— TASK TO COMPLETE —
Search each line below for the word "Elementary" and list those that contain it.

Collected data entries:
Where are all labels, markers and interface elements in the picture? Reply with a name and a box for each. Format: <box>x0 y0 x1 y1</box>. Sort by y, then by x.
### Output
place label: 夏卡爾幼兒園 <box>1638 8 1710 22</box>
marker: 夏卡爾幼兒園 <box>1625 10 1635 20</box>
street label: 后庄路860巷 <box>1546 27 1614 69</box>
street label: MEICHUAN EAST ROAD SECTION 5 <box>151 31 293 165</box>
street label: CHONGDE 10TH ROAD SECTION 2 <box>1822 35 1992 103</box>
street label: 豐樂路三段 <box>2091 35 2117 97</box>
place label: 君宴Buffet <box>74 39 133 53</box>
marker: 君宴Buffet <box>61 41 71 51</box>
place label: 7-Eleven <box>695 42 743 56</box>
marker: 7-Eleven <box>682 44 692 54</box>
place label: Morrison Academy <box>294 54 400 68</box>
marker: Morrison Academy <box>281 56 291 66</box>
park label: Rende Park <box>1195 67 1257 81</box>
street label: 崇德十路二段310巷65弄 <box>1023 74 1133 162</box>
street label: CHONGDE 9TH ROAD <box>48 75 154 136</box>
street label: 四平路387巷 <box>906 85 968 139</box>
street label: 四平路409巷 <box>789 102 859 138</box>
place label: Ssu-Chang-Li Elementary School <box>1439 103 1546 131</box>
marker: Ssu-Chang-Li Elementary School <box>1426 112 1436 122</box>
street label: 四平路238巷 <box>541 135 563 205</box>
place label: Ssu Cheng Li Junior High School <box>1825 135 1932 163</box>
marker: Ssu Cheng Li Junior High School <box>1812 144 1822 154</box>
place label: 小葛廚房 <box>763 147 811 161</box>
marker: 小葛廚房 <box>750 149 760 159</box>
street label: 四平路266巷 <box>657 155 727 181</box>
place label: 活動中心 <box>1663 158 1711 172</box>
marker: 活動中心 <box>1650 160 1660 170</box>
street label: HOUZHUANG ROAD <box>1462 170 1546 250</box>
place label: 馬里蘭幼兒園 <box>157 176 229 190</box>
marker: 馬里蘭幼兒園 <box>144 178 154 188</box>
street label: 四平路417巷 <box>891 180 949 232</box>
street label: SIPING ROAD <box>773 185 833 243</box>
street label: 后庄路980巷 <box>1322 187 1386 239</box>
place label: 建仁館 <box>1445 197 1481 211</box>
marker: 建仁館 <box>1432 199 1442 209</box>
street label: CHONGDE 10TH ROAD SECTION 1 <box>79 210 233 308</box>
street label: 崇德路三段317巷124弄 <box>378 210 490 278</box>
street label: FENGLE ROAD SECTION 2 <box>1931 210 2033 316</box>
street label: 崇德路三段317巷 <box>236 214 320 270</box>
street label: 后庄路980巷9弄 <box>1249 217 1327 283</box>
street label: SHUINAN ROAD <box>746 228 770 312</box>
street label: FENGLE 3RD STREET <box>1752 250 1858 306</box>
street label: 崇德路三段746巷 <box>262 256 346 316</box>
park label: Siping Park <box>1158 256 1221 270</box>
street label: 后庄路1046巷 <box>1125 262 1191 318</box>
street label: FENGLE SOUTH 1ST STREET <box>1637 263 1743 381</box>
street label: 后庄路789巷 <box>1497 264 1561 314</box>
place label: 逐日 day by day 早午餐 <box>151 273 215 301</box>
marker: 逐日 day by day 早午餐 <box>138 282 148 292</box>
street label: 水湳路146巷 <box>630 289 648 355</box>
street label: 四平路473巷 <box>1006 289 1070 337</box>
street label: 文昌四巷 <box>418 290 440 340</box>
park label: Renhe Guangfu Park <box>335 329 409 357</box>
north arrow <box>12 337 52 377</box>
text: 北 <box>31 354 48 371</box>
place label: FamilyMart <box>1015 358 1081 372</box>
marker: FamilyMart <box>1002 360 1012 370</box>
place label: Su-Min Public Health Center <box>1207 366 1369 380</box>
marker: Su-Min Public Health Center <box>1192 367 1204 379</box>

— EXERCISE OUTPUT —
place label: Ssu-Chang-Li Elementary School <box>1439 103 1546 131</box>
marker: Ssu-Chang-Li Elementary School <box>1426 112 1436 122</box>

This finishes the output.